Вот только япошкам бы всем себе теперь лучше самим пузы повзрезать, как тот, которому я башку снес. Не простит им этого государь наш, ох, не простит! Как мы допели, так государь вдруг махнул полстакана "орленой", да и запел. Хорошая песня, душевная. Сам, верно, сложил. Всех-то слов я не упомню, а только поется в той песне, что, мол, ежели, к примеру, завтра, храни бог, война, то за батюшку царя да за Русь-матушку весь рассейский народ как один человек встанет! И что, мол, если завтра война, то ужо сегодня к походу готовиться надобно! Ну, мы как с Филимоном это услыхали, так сразу государю и говорим: "Приказывай, батюшка! Готовы мы!" А он посмотрел на нас, обнял, да и отвечает, что, мол, он и сам это знает, а только пока не все и не всё еще к войне готово. А то эти макаки у нас бы красной юшкой еще бы вчера умылись! Не простит им государь, ничего не простит!
А потом государь наш совсем напился. Про то мы одни с Филимоном знаем, да вот только никомушеньки не расскажем. Хоть на куски нас режь! Даром мы, что ль, государевы друзья?

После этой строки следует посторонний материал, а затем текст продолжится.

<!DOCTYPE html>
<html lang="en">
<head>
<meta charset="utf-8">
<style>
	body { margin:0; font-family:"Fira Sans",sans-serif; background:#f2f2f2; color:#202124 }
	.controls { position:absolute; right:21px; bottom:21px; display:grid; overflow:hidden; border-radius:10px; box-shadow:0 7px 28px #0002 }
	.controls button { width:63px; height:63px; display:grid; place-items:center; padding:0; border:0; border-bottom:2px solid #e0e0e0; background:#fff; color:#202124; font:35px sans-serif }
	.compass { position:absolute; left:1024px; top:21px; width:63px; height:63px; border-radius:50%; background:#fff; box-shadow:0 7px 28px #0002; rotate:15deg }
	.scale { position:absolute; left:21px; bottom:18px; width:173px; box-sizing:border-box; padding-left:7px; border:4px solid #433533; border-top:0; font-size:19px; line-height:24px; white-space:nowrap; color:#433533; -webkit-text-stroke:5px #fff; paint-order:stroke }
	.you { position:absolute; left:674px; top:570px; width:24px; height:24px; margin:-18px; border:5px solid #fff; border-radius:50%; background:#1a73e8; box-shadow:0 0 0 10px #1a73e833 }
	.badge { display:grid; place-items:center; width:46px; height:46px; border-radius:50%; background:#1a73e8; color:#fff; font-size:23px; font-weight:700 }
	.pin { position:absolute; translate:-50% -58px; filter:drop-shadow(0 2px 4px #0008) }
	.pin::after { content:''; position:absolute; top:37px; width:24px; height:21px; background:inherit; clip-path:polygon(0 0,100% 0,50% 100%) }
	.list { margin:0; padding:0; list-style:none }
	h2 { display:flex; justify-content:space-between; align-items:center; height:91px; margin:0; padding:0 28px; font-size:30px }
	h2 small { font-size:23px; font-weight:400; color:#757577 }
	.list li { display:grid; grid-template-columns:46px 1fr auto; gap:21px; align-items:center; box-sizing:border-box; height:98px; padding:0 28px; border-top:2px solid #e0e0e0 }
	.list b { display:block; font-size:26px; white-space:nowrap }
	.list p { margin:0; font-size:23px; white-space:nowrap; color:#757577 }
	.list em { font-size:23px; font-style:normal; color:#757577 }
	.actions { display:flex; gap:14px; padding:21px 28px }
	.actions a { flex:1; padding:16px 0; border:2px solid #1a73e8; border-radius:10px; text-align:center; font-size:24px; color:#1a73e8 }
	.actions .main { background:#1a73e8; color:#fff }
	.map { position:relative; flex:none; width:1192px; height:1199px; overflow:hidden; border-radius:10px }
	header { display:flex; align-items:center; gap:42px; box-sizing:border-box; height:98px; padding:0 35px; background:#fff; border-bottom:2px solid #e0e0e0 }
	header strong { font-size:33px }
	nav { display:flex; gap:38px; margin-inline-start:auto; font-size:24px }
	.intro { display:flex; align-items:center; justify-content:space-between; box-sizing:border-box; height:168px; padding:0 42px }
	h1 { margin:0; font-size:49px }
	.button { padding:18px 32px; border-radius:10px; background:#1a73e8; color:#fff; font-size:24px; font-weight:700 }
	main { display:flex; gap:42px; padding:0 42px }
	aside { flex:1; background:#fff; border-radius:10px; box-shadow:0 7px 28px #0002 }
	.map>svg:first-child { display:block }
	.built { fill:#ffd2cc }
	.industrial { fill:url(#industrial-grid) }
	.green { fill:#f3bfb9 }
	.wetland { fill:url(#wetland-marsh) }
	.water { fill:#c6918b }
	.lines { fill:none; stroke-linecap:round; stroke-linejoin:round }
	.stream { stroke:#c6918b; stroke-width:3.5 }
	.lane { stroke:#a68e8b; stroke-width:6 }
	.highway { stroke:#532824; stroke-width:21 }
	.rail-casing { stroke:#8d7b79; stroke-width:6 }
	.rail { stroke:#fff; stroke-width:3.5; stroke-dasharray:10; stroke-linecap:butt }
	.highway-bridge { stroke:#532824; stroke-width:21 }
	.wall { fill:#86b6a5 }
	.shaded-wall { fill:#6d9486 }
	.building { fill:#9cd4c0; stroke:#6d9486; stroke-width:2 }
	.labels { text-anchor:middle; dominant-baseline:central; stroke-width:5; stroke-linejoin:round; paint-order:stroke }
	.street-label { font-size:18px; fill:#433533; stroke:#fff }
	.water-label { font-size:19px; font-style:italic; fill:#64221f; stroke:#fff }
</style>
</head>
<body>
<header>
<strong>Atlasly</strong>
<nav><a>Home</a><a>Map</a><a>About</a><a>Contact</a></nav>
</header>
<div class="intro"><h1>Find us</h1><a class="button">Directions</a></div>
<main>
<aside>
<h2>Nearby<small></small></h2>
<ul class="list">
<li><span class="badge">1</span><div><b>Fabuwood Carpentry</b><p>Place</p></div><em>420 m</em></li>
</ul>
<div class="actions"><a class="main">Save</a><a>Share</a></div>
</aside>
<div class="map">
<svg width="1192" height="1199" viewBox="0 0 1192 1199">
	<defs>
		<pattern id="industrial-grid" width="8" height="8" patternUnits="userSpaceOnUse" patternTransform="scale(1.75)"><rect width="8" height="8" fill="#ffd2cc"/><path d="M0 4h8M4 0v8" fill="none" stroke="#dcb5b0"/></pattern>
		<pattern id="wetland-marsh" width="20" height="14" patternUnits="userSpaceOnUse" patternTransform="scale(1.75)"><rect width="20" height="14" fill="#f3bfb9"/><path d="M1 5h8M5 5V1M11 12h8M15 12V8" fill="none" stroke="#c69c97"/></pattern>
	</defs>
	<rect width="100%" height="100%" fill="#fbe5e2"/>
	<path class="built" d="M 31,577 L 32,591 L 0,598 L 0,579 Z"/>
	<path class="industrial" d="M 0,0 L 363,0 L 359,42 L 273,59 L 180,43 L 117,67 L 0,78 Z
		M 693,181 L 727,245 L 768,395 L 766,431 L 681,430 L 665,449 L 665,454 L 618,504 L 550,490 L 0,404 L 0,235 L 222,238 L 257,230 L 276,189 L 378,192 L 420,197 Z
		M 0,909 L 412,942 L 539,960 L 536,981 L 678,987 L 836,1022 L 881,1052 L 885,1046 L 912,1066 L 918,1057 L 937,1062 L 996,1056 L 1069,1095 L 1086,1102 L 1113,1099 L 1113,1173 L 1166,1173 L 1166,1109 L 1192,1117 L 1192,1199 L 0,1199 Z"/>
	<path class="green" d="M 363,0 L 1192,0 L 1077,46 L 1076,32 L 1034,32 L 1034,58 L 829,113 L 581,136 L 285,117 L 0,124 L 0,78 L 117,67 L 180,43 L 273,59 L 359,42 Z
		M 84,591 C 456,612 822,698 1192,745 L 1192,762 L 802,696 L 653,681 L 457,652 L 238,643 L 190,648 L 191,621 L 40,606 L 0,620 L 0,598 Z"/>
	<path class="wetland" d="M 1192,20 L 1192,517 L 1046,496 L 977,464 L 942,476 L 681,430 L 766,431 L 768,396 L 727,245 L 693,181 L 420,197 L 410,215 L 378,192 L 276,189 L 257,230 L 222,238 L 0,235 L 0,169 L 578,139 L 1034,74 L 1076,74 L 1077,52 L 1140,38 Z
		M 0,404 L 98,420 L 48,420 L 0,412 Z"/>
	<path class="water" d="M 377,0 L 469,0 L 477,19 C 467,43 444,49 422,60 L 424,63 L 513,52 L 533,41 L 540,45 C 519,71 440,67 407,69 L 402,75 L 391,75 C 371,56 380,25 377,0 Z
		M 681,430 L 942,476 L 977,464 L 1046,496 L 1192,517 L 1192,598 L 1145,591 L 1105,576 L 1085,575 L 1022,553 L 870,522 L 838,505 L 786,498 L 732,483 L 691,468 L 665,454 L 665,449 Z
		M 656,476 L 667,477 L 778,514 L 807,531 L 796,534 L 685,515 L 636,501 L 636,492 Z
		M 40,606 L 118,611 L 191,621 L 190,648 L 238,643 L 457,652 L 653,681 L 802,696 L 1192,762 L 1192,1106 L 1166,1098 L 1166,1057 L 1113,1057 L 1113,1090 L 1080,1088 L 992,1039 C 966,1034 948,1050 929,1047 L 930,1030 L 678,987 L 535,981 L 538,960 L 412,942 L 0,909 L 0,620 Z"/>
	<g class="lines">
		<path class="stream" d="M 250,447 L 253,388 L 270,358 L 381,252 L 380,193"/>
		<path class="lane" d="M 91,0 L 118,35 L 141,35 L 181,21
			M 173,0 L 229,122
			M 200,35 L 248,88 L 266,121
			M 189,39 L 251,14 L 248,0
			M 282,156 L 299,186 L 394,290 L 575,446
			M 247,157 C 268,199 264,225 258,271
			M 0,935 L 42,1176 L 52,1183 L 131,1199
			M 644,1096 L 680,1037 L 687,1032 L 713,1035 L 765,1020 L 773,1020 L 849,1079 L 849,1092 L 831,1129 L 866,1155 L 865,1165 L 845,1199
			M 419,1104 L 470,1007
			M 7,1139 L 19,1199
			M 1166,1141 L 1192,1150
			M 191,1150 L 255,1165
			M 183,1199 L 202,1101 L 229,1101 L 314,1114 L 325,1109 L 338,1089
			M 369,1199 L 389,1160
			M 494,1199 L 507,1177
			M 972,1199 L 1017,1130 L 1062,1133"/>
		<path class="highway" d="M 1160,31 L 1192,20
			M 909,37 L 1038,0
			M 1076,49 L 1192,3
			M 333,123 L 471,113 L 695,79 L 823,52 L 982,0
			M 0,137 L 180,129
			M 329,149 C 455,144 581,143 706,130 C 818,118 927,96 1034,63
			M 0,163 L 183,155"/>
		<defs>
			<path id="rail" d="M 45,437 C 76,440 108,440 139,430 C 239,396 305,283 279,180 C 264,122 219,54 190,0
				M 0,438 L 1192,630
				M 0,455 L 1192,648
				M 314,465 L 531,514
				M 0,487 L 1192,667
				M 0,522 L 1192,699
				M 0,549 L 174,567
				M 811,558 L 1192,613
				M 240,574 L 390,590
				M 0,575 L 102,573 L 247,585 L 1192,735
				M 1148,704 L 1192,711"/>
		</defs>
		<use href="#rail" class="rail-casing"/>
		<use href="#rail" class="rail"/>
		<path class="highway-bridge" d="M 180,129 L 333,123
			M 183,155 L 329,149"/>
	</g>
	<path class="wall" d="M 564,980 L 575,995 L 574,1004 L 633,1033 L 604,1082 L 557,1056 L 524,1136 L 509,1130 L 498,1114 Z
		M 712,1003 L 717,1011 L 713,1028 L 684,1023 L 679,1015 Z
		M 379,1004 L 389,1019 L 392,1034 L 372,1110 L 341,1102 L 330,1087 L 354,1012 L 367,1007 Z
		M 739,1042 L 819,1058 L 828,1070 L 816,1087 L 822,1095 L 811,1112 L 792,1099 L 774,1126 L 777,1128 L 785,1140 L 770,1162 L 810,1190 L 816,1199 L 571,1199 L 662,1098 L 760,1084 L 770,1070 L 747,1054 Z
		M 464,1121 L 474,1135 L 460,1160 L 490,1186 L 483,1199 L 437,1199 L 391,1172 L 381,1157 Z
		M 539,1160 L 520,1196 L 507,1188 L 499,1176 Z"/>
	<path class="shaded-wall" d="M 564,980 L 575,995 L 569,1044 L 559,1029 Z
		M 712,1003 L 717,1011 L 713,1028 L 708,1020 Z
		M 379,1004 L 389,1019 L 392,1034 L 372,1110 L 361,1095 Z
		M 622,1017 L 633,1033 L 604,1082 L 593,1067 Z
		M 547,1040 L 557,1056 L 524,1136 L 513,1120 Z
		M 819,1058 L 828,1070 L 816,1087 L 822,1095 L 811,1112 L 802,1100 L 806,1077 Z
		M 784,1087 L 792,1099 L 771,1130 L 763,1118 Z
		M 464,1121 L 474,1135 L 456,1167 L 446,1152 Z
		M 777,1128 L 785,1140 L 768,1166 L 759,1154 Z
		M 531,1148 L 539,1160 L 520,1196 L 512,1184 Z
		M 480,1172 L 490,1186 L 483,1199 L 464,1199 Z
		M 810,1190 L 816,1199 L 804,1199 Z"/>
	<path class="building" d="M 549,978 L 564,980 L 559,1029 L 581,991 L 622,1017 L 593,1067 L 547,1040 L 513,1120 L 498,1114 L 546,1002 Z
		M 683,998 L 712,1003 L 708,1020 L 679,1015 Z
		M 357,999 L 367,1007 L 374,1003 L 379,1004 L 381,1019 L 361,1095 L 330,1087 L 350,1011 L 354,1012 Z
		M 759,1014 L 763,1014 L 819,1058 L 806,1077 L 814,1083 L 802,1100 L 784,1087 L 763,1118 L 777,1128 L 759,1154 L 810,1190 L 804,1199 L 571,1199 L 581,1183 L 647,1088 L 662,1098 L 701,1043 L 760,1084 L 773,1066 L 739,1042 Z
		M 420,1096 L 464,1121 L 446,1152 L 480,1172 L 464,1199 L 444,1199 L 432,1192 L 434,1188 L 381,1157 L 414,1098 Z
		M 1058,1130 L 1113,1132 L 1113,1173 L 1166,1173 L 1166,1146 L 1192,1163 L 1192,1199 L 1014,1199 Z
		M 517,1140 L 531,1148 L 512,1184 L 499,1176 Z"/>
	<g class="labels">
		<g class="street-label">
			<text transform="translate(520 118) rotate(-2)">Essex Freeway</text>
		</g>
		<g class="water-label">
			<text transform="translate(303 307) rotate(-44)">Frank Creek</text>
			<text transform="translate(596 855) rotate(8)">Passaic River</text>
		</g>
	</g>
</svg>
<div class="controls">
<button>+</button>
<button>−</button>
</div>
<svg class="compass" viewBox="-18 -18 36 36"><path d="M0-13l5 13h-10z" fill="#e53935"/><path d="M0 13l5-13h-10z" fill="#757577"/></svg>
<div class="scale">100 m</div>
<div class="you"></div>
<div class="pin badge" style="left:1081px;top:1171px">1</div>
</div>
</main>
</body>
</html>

Стакан-то государь отставил и вдруг видим мы с Махаевым, что глаза у него изменились. Смотрит на нас государь и, видно, понять не может: кто мы такие, откуда взялись? Потом петь что-то про артиллеристов начал, которым кто-то с чудным прозвищем "Сталин" приказ отдал. Потом батюшка-то наш молиться стал. Вот сколько я с государем, а ни разу не видел, чтоб он на колени перед образами падал. Лоб перекрестит и ладно. А тут так молился, что аж страшно становилось. Все о каком-то освобождении просил. Перемигнулись мы тут с Филей, да и решили, что не гоже государю в таком виде перед остальными себя оказывать. Ну, и... короче, скрутили мы его, опояской махаевской связали, да на постелю и положили. И вот что удивительно: я-то думал, что нам это большим боком выйдет, ведь государь-то дерется, прости господи, чисто как сатанюка, ан нет! Даже и противиться-то толком не мог, только отмахивался как-то вяло... Ну, да оно и к лучшему, а то без синяков и ссадин бы не обошлось.
На другой день государь и занятия утренние и завтрак проспал, и только уж опосля обеда пробудиться изволил. К тому времени наш "Нахимов", а с ним и еще четыре русских корабля уж давно от японского берега уплыли и во Владивосток торопились. А мы все это время, хоть и пьяные были, каюту государеву охраняли, да никого к нему не допускали. А как проснулся он, так ровно и не пил ничего вчера. Я его еще, грешным делом, спросил, про песню ту, что он вчера сложил. Мол, вели, батюшка, чтоб атаманцы твои эту песню выучили. А он улыбается, и ласково так говорит мне: не время, мол, братишка, еще для этой песни. Придет время, не то, что атаманцы — вся страна ее выучит...
Глава 15
Рассказывает Олег Таругин
Нельзя сказать, чтобы смерть Георгия-Леонида тронула меня очень уж сильно. Все-таки и "братец" Георгий и "иновремянин" Леонид были люди малознакомые. Я больше жалел о потере Хабалова да своих атаманцев и стрелков. Эти ребята со мной почти три года прожили — я всех по именам знал! Но все произошедшие в Японии события наглядно показали, что ребятишки из будущего окончательно перестали стесняться в выборе средств. Стало окончательно, до донышка ясно, что покинь я сейчас тело цесаревича — ему все равно не жить, а заодно "зачистят" и всех к нему приближенных и отдаленных.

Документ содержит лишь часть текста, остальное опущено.